The program for New Directions in the History of Infrastructure has just been released. There are papers on telegraph systems, post, bicycles and tunnels in sessions about borders and identities, flows of information, meaning and materiality, and politics and power, as well as a Masterclass for PhDs.
I couldn't resist submitting an abstract for a conference to be held in this amazing post museum! Luckily I was accepted, and will be presenting a paper about pneumatic tubes in the materiality session. Here is my abstract:
Surviving in the hospital: The adaptation and persistence of pneumatic tube systems
Invisible to many, hidden in the walls and ceilings of hospitals and other networked institutions, is a technology which has fuelled the imagination of novelists, moviemakers, retronauts and steampunks, but rarely cultural scholars: pneumatic tube systems. There is much however of interest in this deceptively simple infrastructural arrangement, which involves the movement of objects in a vacuum. These systems are remarkably adaptable, over time and place, with uses ranging from expansive postal networks in European and American cities in the 19th Century, to small systems in office buildings in the 1950s, to contemporary supermarkets and banks. This paper focuses on the adjustments which contribute to the ongoing life of pneumatic tube networks in modern life, with discussion of the early stages of an anthropological study of how they are manufactured, designed for, built into, used and repaired in hospitals. Demand for efficiency, the increase number of tests and the rise of the mega-hospital have all contributed to an increasing demand for pneumatic tube technology. While hospitals increasingly become digitised, there remain tissues and blood and other materials which cannot be transported virtually. Each hospital however has its own infrastructural requirements.
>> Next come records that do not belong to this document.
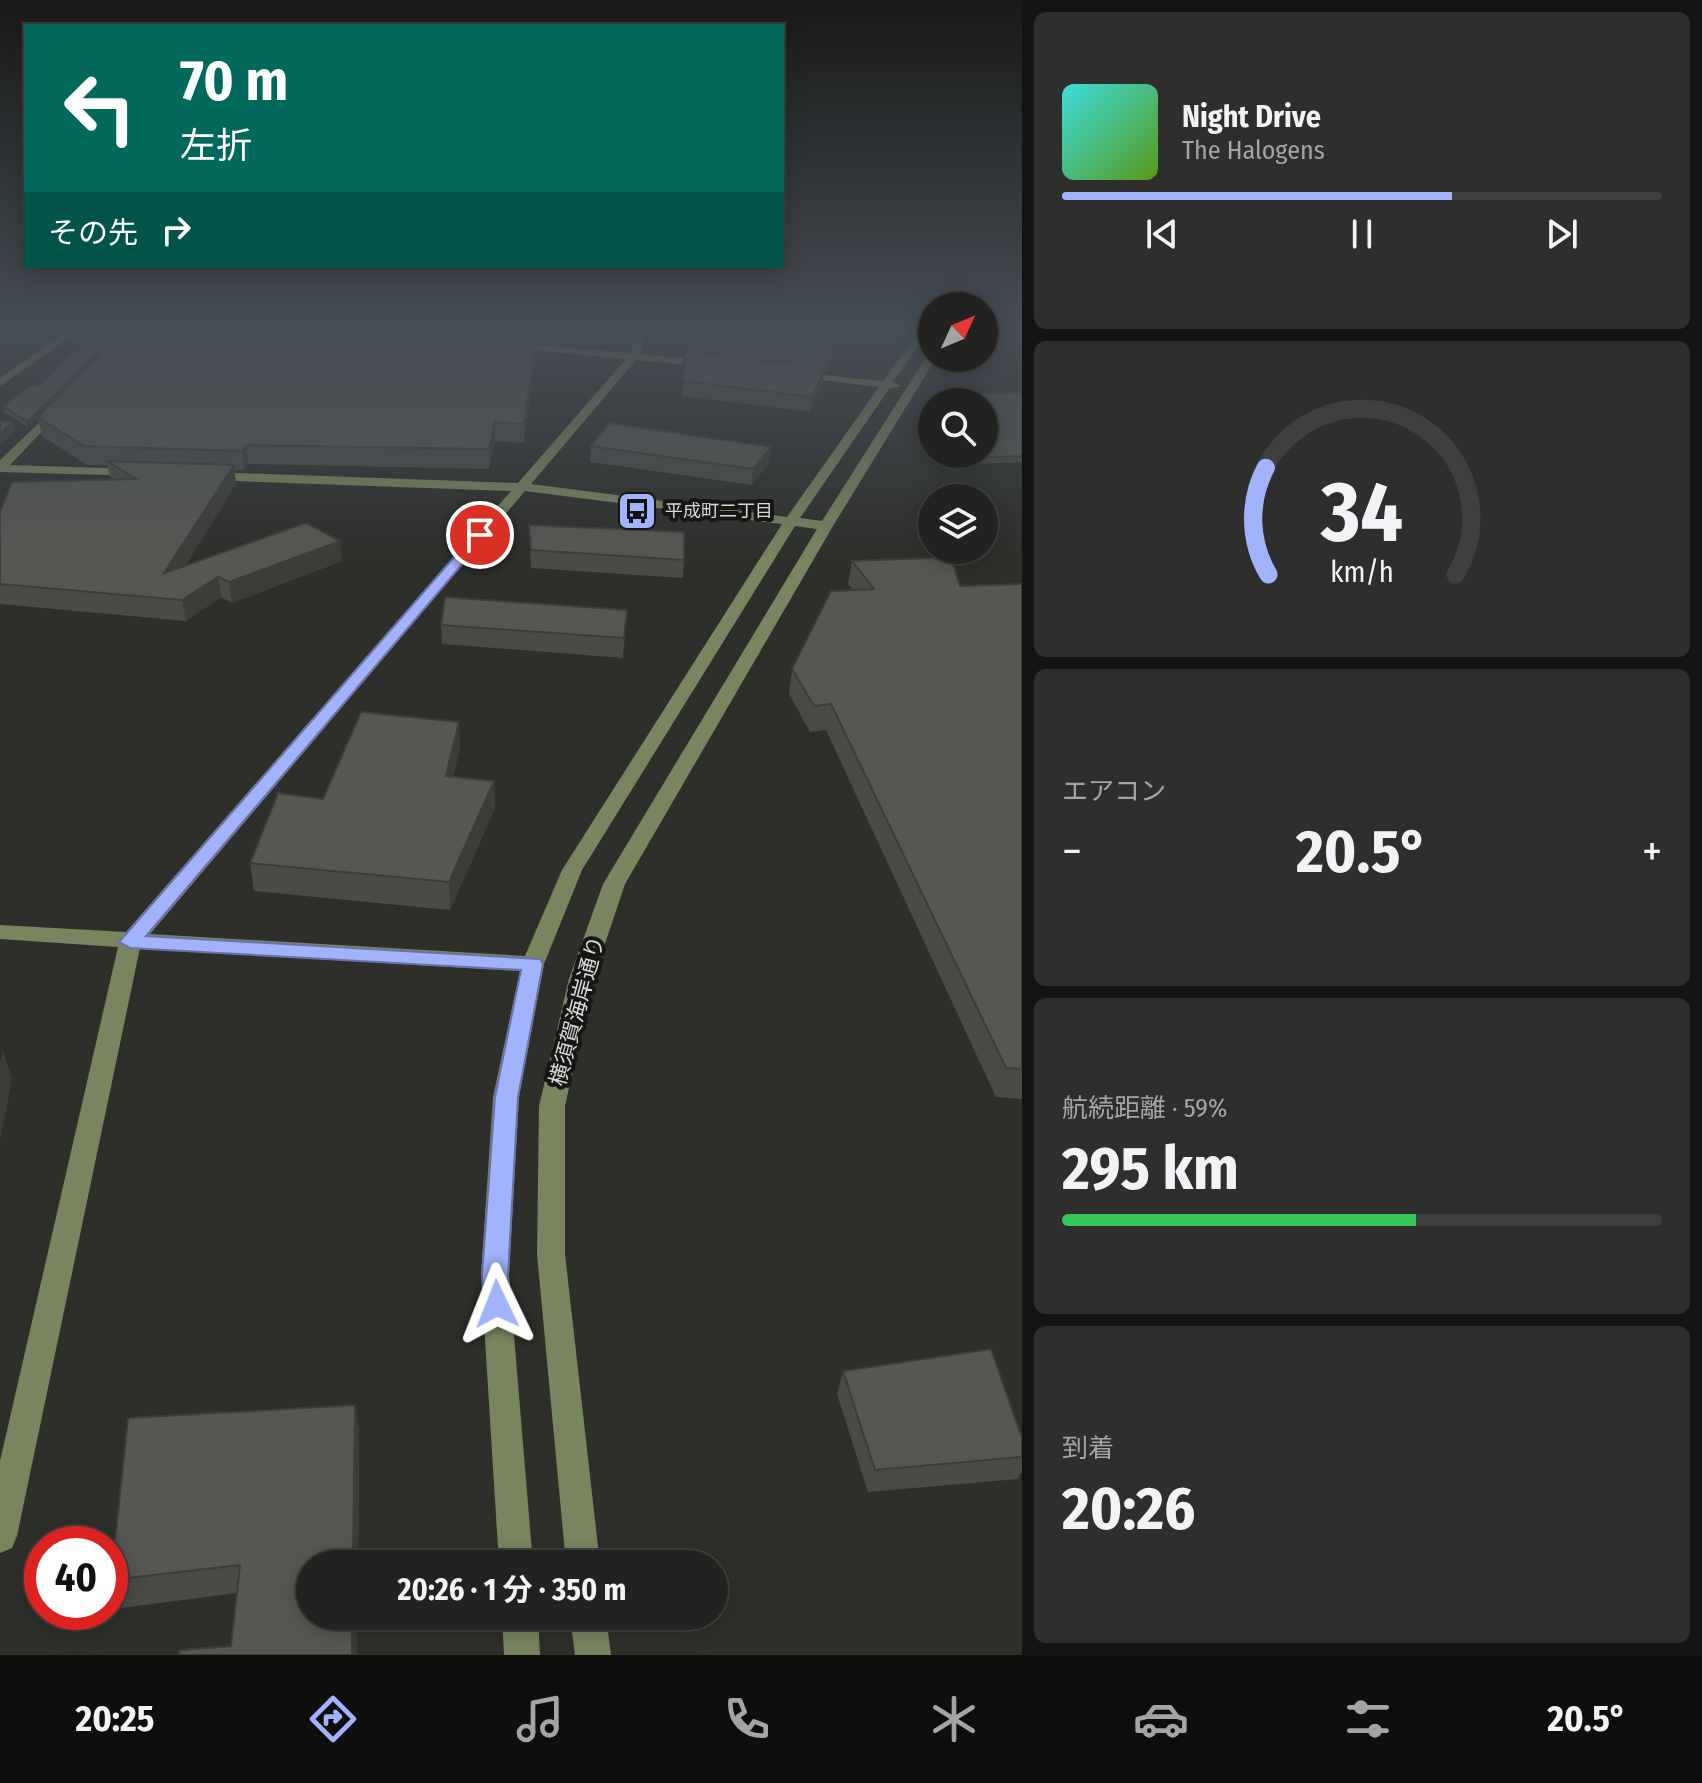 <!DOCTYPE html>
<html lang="ja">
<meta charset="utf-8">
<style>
:root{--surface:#222320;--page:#2e2f2d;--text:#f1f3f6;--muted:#a2a4a5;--line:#3f403e;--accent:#a1b3fd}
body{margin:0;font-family:"Fira Sans Condensed","Noto Sans JP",sans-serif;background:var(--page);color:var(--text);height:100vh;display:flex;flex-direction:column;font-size:30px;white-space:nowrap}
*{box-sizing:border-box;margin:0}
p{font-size:26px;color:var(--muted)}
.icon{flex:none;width:44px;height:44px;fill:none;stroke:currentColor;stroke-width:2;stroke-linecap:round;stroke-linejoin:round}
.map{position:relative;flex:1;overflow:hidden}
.details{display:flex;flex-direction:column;gap:12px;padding:12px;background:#131312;width:680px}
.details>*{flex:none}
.hud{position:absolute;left:24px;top:24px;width:760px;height:244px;border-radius:0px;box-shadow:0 4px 20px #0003,0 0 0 2px var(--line);background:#00695c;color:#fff;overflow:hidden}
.needle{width:52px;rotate:46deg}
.fabs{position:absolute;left:918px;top:292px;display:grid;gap:16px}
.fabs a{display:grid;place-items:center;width:80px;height:80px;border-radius:50%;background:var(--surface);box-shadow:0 4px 20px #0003,0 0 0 2px var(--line);font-size:40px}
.speed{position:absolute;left:24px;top:1526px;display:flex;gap:16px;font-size:40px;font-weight:700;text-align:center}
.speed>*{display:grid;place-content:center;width:104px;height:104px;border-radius:50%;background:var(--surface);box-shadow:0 4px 20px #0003,0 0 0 2px var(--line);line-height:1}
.speed .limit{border:12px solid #d22;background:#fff;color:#111}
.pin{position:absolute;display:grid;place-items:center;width:68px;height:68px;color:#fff;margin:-34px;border:4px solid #fff;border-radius:50%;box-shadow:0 2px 8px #0007}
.me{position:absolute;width:88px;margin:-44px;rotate:358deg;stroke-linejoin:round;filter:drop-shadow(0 0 6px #0008)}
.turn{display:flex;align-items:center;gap:28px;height:168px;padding:0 24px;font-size:36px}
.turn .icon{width:104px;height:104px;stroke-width:2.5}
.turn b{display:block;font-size:56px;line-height:68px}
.then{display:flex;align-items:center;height:76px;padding:0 24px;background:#0003;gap:16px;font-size:30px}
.big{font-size:60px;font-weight:700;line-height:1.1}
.details .widget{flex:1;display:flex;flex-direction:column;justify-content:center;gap:12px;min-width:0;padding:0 28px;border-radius:12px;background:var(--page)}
.details .dial{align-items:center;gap:0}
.dial svg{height:208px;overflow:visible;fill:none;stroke:var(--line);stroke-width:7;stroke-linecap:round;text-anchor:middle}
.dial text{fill:var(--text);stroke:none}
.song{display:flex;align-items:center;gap:24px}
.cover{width:96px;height:96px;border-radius:12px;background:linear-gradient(135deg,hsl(180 70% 55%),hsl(90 70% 35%))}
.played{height:8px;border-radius:4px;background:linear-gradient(90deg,var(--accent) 65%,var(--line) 65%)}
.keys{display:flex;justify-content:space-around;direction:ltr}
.heat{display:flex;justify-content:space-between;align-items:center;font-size:44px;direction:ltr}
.charge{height:12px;border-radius:6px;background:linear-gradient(90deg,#34c759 59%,var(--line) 0)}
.trip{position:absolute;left:296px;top:1550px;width:432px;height:80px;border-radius:40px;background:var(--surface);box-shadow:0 4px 20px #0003,0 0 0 2px var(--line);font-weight:700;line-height:80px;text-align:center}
.tab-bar{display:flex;height:128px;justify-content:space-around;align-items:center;background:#0e0e0d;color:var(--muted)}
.tab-bar .icon{width:56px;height:56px}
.tab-bar .active{color:var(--accent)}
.tab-bar b{font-size:36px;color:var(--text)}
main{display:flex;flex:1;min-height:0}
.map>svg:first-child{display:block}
.built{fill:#34372d}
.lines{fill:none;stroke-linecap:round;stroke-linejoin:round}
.minor{fill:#78855e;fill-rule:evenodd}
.wall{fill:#494b47}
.shaded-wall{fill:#3c3d39}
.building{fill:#555752;stroke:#3c3d39;stroke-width:2}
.route{fill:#a1b3fd;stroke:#6974a4;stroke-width:2}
.labels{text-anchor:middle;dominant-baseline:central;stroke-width:8;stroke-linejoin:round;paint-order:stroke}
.far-poi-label{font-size:18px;fill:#d9dad8;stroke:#161715;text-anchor:start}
.street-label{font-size:22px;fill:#d9dad8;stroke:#161715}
</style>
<main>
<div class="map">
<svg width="1022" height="1655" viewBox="0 0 1022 1655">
<rect width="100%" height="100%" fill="#2e2f2b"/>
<!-- built -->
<polygon class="built" points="380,328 626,328 624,340 606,340 605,344"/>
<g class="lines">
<!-- minor -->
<g class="minor">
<polygon points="72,328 83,328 0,386 0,378"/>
<path d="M634,328h10l-3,26 71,7 5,3 -5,3 -76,-7 -105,124 256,33 92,-130 -83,-10 -4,-1v-4l91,9 38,-53h10l-38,54 8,4 -12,3 -89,129 22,3 106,-167 4,-1v5h4l-103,168 -208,358 -32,95 -28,127v148l35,310h-34l-29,-310 2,-148 30,-127 34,-95 214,-355 -22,-3 -213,344 -38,94 -25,133 -10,178 24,289h-34l-18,-289 12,-178 27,-126 -380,-23 -123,588 -5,12 -12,5v-92l118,-514 -118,-8v-14l126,7 385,-441 -302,-11 -6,-4 6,-4 309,11 108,-124 -117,-11 -5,-3 1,-2 126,10zM525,491l257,33 -220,346 -37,86 -375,-22z"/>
<polygon points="59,404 63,405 63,409 10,465 137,469 142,470 142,476 0,472 0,460"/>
<polygon points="502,1616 538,1616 540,1655 504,1655"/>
<polygon points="570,1616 606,1616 611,1655 575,1655"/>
</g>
</g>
<!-- wall -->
<g class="wall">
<polygon points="128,328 434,328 433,333 535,359 524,443 495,441 489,469 248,464 244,470 234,470 236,484 185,566 340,541 342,561 232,603 221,597 186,621 0,604 0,512 111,480 107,465 87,465 42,436 38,418 28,427 5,413 4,407 120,336"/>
<polygon points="687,328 852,328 837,342 836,352 828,371 824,371 822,383 810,412 682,396"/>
<polygon points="1022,392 1022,462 946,465 938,454 984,454 984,402 949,402 947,400 948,394"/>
<polygon points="920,423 932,423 932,446 919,429"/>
<polygon points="591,446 769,463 752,485 590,462"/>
<polygon points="529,525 684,560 683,578 531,568"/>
<polygon points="852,561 960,586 1022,584 1022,1099 996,1097 826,730 810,732 789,694 792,669 853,590 848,584"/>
<polygon points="627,610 623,658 442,644 441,625"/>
<polygon points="460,748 453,777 494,781 495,808 450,910 254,891 250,863 323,799"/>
<polygon points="843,1371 1022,1438 1022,1471 1018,1479 868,1492 837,1394"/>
<polygon points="355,1405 359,1433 358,1564 310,1564 357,1655 231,1646 237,1593 121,1608 111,1580"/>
</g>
<!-- shaded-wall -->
<g class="shaded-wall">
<polygon points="839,328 852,328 837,342 836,352 828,371 831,336"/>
<polygon points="119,331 120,336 28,427 27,422"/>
<polygon points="536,342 535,359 524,443 524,424"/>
<polygon points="825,368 822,383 810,412 812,397"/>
<polygon points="13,422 15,431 0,445 0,434"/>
<polygon points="495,422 495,441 489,469 489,449"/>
<polygon points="246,445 248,464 244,470 242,451"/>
<polygon points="771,447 769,463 752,485 753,469"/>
<polygon points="234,465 236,484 167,594 164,573"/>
<polygon points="340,541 342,561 232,603 229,582"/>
<polygon points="218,577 221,597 186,621 182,600"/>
<polygon points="459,722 460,748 447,803 446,776"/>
<polygon points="494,781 495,808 450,910 449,882"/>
<polygon points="3,1050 12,1079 0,1141 0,1062"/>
<polygon points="355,1405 359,1433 358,1564 353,1564"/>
<rect x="352" y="1616" width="5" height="39"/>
</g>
<!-- building -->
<g class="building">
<polygon points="128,328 414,328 432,329 432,333 536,342 524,424 495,422 489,449 246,445 242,451 84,446 38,417"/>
<polygon points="687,328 839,328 831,336 838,337 830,356 686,339"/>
<polygon points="96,330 119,331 27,422 4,407 30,385 39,386"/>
<polygon points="685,351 825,368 812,397 683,381"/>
<polygon points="1022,392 1022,456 948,459 944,454 984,454 984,402 955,402 948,394"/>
<polygon points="0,421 13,422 0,434"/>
<polygon points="609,423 771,447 753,469 591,446"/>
<polygon points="920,423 932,423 932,439"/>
<polygon points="107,461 234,465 164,573 306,523 340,541 229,582 218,577 182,600 0,584 0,512 12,482 136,479"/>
<polygon points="529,525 684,532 684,560 531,550"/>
<polygon points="951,557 960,586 1022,584 1022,1069 1006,1068 831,704 814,706 792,669 831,591 874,589 852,561"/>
<polygon points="445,597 627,610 624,638 441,625"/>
<polygon points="361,712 459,722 446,776 494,781 449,882 250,863 278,793 323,799"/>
<polygon points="991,1349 1022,1438 1022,1457 875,1470 843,1371"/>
<polygon points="355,1405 353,1564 310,1564 310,1616 352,1616 352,1655 179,1655 180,1650 231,1646 240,1565 111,1580 128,1418"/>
</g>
<!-- sky -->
<linearGradient id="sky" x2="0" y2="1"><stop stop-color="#191a18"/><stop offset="0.59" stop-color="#464d55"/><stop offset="1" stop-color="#464d55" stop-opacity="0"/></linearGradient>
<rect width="1022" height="559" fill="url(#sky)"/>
<!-- route -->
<polygon class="route" points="476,532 487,535 146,936 540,959 543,964 518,1097 508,1275 510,1304 507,1312 497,1316 487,1312 484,1304 482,1275 495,1097 521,970 130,948 119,942"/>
<!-- icons -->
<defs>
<symbol id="bus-square" viewBox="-11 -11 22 22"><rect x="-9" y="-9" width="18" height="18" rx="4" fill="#a1b3fd" stroke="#161715"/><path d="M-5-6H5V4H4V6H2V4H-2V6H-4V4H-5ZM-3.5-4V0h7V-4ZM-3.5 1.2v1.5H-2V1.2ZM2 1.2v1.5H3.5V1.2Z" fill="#111"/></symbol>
</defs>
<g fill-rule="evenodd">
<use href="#bus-square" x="615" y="489" width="44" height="44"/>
</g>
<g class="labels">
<!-- far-poi labels -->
<g class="far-poi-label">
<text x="665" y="511">平成町二丁目</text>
</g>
<!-- street labels -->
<g class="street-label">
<text transform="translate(577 1011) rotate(-75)">横須賀海岸通り</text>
</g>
</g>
</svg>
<div class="fabs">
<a><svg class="needle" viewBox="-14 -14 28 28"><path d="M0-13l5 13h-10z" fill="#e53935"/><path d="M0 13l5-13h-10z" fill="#a2a4a5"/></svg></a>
<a><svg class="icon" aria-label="search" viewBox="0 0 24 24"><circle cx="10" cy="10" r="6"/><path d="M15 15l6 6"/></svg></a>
<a><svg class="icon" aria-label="layers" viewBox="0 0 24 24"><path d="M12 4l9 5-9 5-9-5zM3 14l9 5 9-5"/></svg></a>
</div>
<div class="speed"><div class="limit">40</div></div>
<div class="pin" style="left:480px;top:535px;background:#d93025"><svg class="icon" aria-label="arrive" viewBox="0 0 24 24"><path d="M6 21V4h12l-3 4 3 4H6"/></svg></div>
<svg class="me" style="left:497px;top:1304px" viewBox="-20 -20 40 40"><path d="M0-17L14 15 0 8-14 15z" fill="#a1b3fd" stroke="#fff" stroke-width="4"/></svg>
<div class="trip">20:26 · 1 分 · 350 m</div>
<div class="hud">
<div class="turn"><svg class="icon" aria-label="left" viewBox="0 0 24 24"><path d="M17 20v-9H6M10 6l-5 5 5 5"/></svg><div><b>70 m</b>左折</div></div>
<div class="then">その先<svg class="icon" aria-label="right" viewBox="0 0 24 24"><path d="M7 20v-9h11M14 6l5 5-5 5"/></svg></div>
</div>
</div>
<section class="details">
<div class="widget">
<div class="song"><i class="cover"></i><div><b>Night Drive</b><p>The Halogens</p></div></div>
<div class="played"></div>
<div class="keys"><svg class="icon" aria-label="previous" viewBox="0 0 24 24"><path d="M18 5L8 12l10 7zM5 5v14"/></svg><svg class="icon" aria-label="pause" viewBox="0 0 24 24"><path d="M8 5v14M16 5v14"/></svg><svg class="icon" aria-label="next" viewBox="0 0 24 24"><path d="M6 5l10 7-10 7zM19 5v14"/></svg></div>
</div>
<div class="widget dial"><svg viewBox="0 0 100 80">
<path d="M14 69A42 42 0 1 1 86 69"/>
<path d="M14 69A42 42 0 0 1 13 28" stroke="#a1b3fd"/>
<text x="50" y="56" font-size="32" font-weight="700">34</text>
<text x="50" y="72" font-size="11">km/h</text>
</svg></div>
<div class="widget"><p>エアコン</p>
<div class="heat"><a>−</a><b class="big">20.5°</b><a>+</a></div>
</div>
<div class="widget"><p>航続距離 · 59%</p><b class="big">295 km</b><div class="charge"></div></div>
<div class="widget"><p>到着</p><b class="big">20:26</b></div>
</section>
</main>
<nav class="tab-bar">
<b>20:25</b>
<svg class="icon active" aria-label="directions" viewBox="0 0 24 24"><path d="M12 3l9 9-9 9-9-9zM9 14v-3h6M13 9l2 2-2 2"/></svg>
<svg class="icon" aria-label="music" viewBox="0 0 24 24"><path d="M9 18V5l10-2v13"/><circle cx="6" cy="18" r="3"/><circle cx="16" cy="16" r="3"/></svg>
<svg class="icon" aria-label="phone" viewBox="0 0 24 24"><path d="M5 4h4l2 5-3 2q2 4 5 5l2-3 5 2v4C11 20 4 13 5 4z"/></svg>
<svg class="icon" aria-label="climate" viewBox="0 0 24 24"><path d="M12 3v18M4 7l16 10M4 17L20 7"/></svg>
<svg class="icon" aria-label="car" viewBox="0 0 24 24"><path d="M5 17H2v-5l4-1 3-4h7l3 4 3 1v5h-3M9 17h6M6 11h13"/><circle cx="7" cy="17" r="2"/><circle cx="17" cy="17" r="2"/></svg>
<svg class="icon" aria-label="filters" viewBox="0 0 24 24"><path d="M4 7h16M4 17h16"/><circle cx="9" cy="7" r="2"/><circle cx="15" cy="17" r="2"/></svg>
<b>20.5°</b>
</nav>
This observational research will consider adjustments to pneumatic tube systems through the people who work with it (architects, engineers, nurses, pathologists and so forth); the skills, tinkering and improvisations which constitute this work; and the materials which make up and travel the systems, including not only the plastic capsules and blood samples but also the computerized networks and the air through which things pass.Although focusing on the case study of the contemporary hospital, the paper will situate this discussion within a broader consideration of pneumatic tube systems from the 19th century to present day, in a range of settings (including the Post and Tele Museum in Copenhagen).
Image from the Post and Tele Museum in Copenhagen my own.